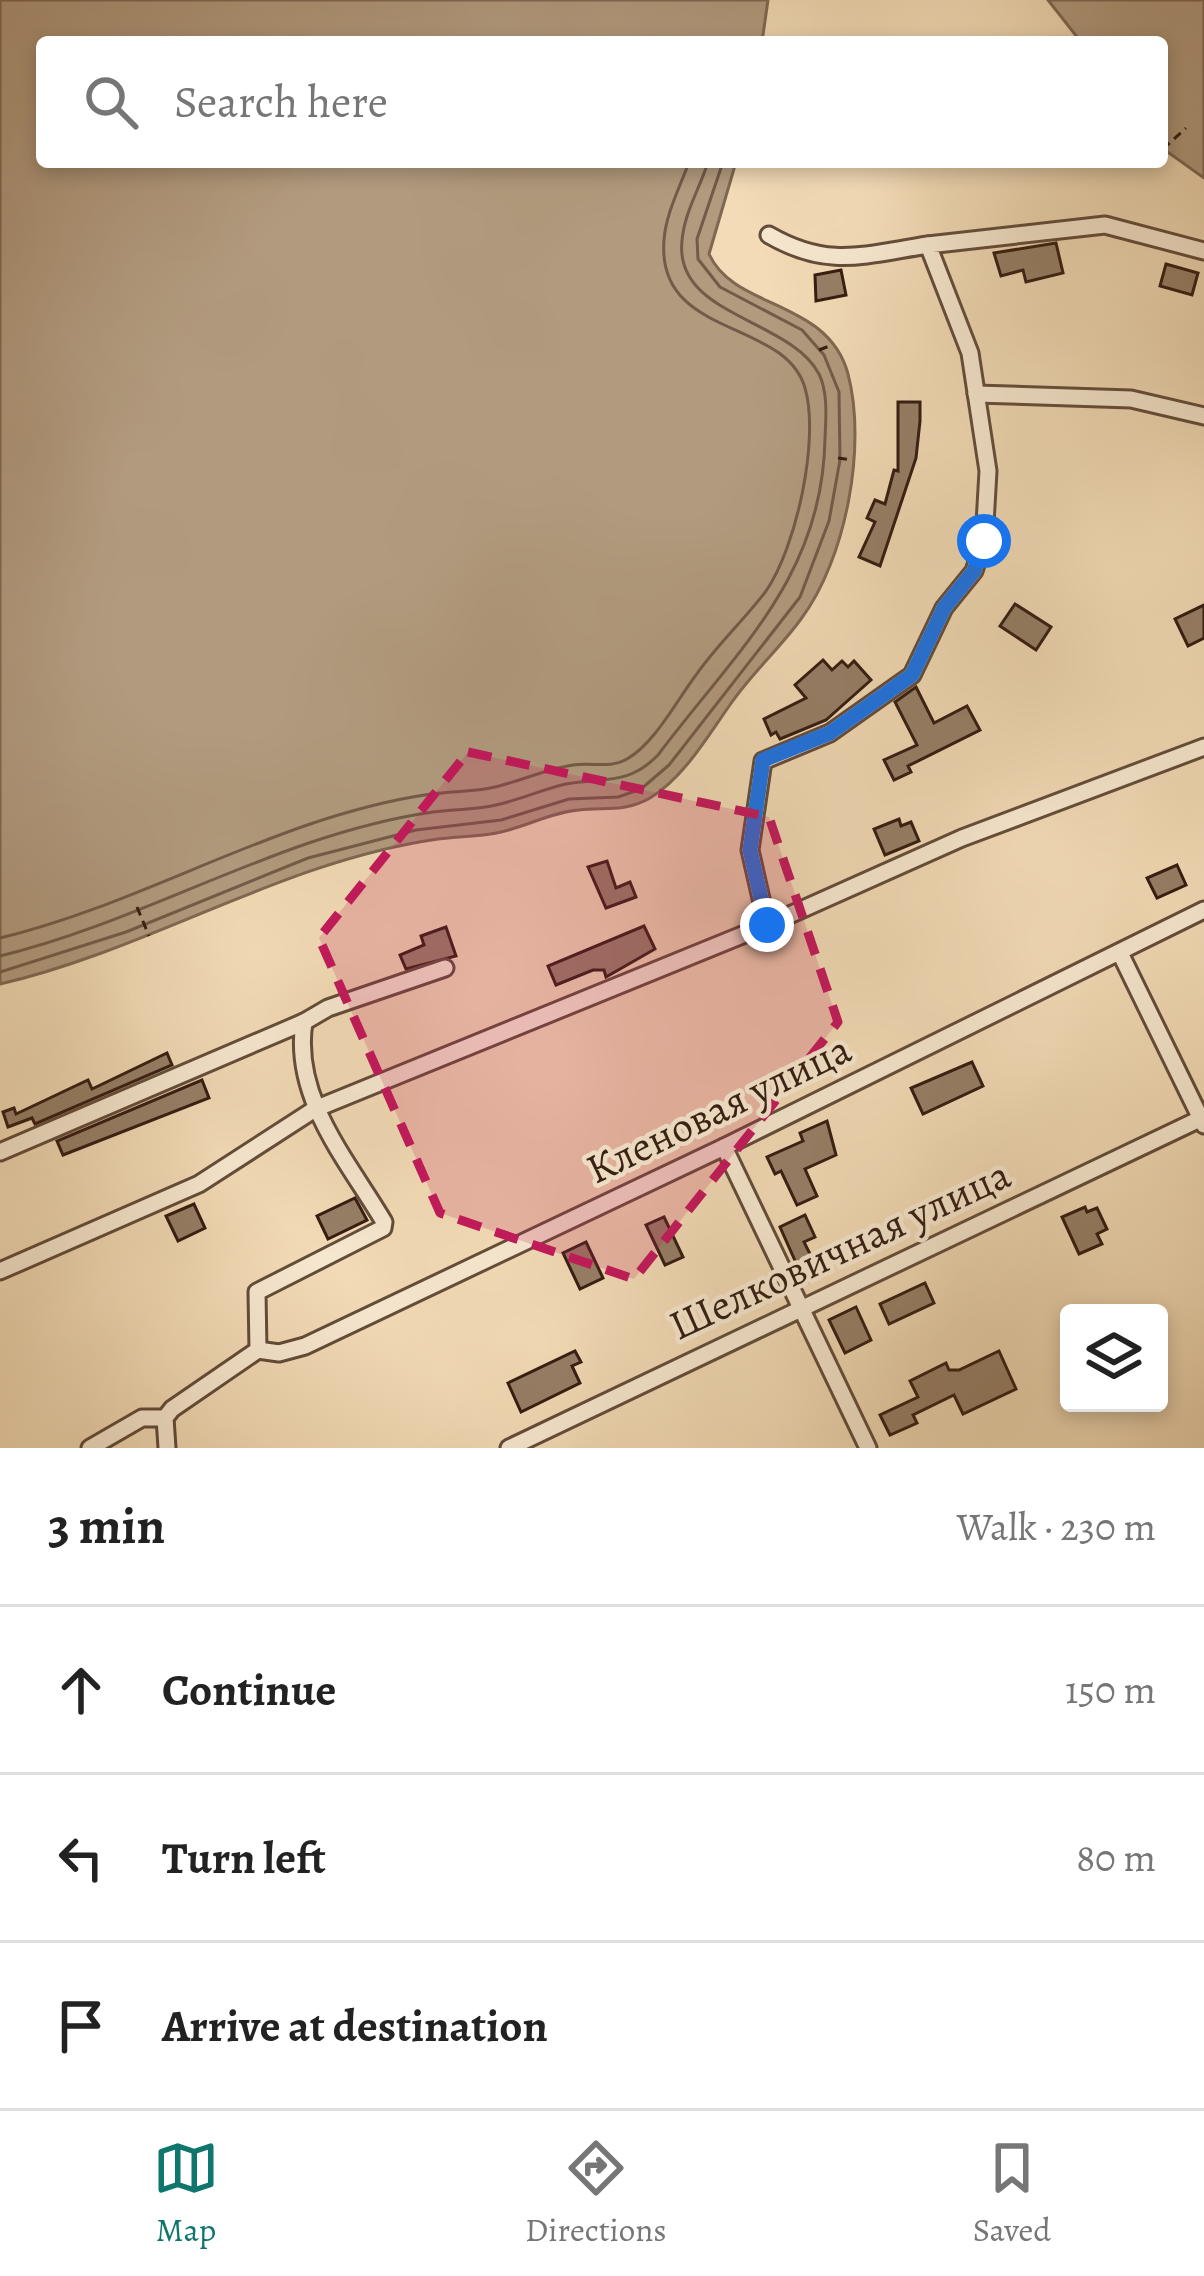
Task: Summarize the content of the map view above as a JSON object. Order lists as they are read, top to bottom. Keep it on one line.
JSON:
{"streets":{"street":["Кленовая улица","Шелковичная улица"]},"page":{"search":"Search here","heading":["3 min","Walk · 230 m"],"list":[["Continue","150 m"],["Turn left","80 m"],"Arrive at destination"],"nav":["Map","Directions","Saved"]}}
==
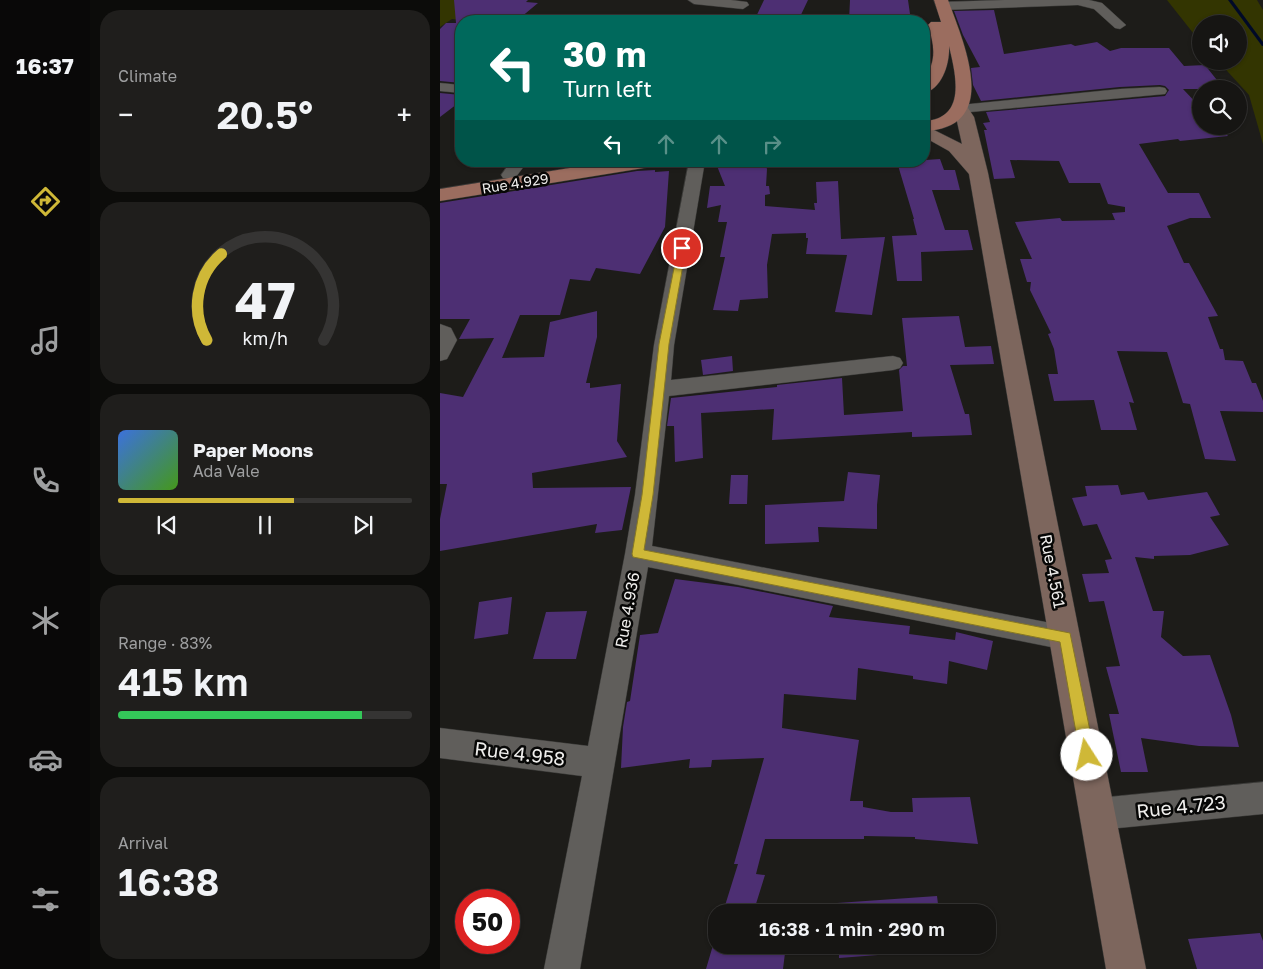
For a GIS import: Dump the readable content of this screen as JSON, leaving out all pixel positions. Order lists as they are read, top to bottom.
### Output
* * *
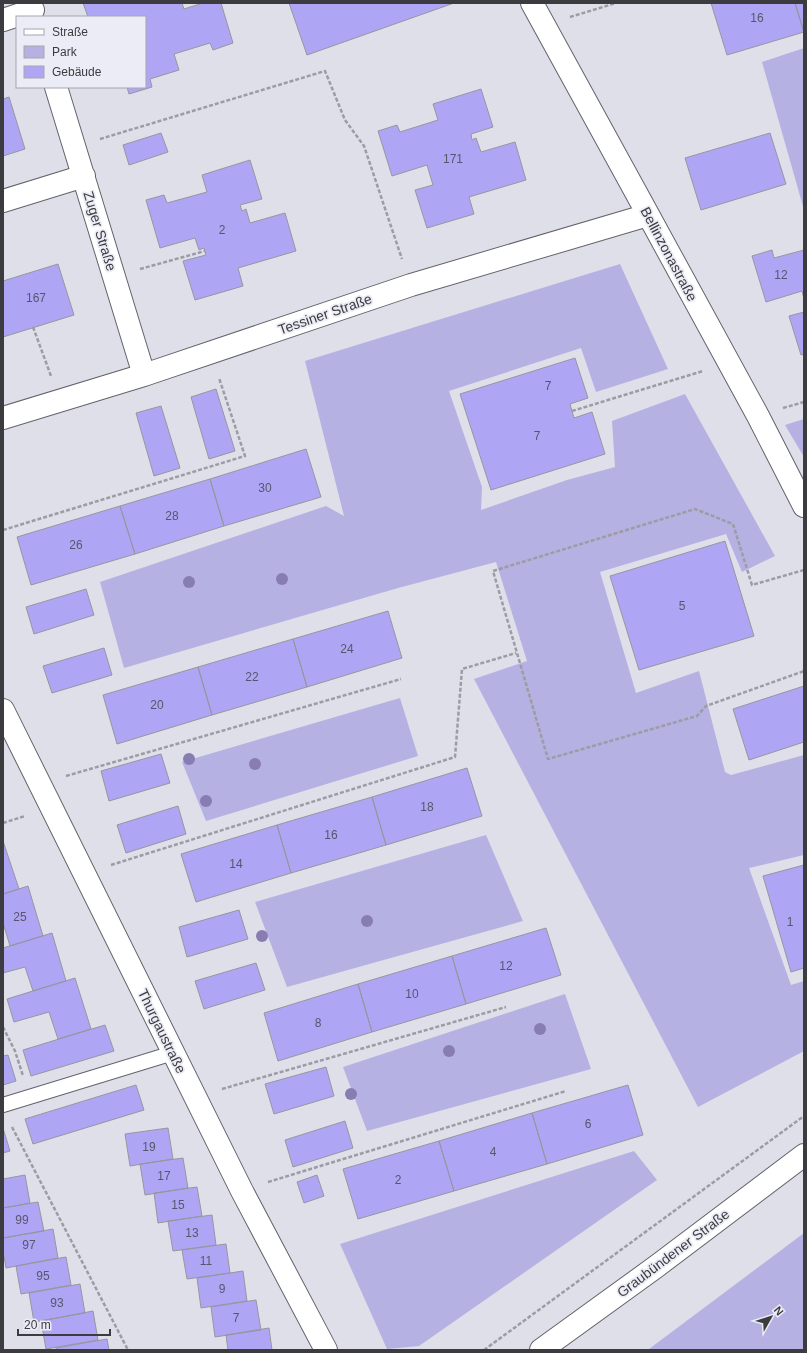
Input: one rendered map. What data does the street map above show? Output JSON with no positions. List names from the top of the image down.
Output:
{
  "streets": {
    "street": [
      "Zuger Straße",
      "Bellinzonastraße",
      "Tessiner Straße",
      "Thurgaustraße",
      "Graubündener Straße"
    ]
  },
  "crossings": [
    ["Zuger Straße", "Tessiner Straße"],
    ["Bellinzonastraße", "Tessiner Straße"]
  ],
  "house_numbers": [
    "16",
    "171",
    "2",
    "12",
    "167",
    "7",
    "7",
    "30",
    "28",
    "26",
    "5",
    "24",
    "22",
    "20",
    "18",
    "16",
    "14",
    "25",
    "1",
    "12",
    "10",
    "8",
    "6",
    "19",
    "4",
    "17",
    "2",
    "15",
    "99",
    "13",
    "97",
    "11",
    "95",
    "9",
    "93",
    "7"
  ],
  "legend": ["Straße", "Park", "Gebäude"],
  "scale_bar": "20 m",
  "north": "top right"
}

▶ _What you will do_
The required output is every line above that contains the string "bottom".

▶ _Expected answer_
Task: Summarize the content of the map view above as a JSON object. Order lists as they are read, top to bottom. Keep it on one line.
For a GIS import: Dump the readable content of this screen as JSON, leaving out all pixel positions. Order lists as they are read, top to bottom.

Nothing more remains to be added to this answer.